Stored data entries
───
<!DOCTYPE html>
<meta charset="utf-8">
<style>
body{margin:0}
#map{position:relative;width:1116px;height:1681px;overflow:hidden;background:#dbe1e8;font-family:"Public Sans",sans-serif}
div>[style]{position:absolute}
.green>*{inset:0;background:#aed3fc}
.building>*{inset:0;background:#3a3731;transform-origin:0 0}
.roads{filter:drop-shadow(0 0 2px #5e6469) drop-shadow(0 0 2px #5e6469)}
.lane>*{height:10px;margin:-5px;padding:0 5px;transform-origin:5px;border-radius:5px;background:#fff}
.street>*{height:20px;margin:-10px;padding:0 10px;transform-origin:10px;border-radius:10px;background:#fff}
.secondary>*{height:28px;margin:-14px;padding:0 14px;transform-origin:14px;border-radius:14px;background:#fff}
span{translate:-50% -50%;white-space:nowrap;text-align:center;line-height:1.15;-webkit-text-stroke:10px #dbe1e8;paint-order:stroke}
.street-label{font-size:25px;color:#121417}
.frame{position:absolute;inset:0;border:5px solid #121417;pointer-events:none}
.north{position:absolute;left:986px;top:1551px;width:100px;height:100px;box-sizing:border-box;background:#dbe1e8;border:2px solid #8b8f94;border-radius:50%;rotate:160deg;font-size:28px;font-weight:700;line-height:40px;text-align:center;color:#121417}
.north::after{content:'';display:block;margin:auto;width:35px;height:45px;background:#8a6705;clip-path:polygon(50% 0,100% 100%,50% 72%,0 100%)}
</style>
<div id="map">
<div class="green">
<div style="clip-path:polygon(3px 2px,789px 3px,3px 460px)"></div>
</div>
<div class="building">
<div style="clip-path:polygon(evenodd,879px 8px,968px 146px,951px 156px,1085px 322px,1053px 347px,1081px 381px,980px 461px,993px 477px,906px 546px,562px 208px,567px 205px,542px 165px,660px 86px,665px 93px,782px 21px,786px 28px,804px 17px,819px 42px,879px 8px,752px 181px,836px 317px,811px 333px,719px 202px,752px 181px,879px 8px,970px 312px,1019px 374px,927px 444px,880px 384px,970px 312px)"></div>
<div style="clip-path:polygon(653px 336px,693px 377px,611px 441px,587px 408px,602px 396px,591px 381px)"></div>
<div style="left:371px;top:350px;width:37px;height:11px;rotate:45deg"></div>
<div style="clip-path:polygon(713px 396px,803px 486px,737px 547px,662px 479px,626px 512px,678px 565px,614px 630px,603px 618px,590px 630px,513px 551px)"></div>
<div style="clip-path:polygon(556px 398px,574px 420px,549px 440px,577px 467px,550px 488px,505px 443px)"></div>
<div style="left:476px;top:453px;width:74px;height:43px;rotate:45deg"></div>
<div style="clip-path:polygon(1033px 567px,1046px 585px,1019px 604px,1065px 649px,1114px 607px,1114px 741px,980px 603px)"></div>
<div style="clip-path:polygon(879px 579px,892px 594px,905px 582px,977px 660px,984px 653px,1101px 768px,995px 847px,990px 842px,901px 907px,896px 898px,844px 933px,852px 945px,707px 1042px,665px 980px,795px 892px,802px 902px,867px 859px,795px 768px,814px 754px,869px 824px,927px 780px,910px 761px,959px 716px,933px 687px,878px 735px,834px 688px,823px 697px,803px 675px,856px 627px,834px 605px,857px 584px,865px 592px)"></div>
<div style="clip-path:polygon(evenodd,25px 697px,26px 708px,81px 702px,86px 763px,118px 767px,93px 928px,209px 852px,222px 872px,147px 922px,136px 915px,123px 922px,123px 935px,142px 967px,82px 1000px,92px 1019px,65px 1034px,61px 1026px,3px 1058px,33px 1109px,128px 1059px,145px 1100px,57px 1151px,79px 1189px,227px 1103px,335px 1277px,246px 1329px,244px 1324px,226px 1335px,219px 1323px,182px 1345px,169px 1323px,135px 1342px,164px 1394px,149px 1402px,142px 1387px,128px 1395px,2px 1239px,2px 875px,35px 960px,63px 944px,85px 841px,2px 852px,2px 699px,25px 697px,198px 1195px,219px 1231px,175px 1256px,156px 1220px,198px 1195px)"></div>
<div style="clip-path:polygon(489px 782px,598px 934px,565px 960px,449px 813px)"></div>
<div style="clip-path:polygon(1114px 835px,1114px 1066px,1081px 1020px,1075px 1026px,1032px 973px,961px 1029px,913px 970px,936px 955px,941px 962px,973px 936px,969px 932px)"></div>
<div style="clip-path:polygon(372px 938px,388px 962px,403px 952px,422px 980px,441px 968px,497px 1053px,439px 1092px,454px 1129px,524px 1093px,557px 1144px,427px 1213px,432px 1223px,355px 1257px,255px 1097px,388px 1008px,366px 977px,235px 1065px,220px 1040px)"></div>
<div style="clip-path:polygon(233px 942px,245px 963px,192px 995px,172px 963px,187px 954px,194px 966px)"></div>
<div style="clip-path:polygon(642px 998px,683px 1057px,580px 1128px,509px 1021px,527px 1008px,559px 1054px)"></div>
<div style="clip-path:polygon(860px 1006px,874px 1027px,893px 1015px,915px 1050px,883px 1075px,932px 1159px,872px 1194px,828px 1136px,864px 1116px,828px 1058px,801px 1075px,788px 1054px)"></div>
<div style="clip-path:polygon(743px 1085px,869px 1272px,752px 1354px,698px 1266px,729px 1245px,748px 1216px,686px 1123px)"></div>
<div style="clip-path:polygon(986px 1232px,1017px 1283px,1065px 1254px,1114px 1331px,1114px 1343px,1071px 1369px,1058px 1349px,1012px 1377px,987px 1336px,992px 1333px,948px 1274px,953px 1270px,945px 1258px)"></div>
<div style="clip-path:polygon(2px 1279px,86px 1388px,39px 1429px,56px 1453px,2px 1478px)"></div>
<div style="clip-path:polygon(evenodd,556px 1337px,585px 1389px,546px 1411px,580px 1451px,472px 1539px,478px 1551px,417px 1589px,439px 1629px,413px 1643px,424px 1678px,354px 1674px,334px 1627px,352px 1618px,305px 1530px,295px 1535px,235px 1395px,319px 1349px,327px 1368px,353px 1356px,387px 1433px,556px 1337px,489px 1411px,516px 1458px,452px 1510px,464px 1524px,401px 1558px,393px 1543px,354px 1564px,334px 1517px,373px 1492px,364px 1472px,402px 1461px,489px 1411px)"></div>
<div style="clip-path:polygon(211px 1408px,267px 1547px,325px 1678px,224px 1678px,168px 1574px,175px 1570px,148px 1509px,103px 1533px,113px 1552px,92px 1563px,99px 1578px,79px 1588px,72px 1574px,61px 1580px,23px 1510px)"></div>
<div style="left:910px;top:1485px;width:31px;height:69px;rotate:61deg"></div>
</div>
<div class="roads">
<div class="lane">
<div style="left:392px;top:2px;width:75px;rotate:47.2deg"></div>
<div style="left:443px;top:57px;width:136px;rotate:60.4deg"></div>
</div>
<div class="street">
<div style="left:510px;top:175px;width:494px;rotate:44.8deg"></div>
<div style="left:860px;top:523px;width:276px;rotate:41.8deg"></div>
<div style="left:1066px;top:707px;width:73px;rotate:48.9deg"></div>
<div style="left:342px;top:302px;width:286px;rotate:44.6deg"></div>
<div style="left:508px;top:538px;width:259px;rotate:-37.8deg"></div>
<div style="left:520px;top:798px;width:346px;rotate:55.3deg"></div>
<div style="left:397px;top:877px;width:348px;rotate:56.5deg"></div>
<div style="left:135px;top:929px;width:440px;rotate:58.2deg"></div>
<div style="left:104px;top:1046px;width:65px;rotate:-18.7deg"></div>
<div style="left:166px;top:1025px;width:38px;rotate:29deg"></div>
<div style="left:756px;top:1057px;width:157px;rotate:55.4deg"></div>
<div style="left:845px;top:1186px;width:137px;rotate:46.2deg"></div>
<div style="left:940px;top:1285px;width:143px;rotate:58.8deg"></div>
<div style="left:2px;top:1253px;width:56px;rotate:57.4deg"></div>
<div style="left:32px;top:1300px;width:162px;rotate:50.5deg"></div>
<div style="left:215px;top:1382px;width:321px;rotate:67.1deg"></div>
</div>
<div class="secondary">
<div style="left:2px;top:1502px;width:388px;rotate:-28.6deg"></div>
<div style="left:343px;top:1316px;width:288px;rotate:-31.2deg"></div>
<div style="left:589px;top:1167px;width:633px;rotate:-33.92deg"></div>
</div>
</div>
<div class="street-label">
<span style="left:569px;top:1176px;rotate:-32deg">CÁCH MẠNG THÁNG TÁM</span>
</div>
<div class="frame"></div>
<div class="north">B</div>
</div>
───
* To do:
Scan the data for the string "lane" and copy each line in which it occurs.

* Solution below:
.lane>*{height:10px;margin:-5px;padding:0 5px;transform-origin:5px;border-radius:5px;background:#fff}
<div class="lane">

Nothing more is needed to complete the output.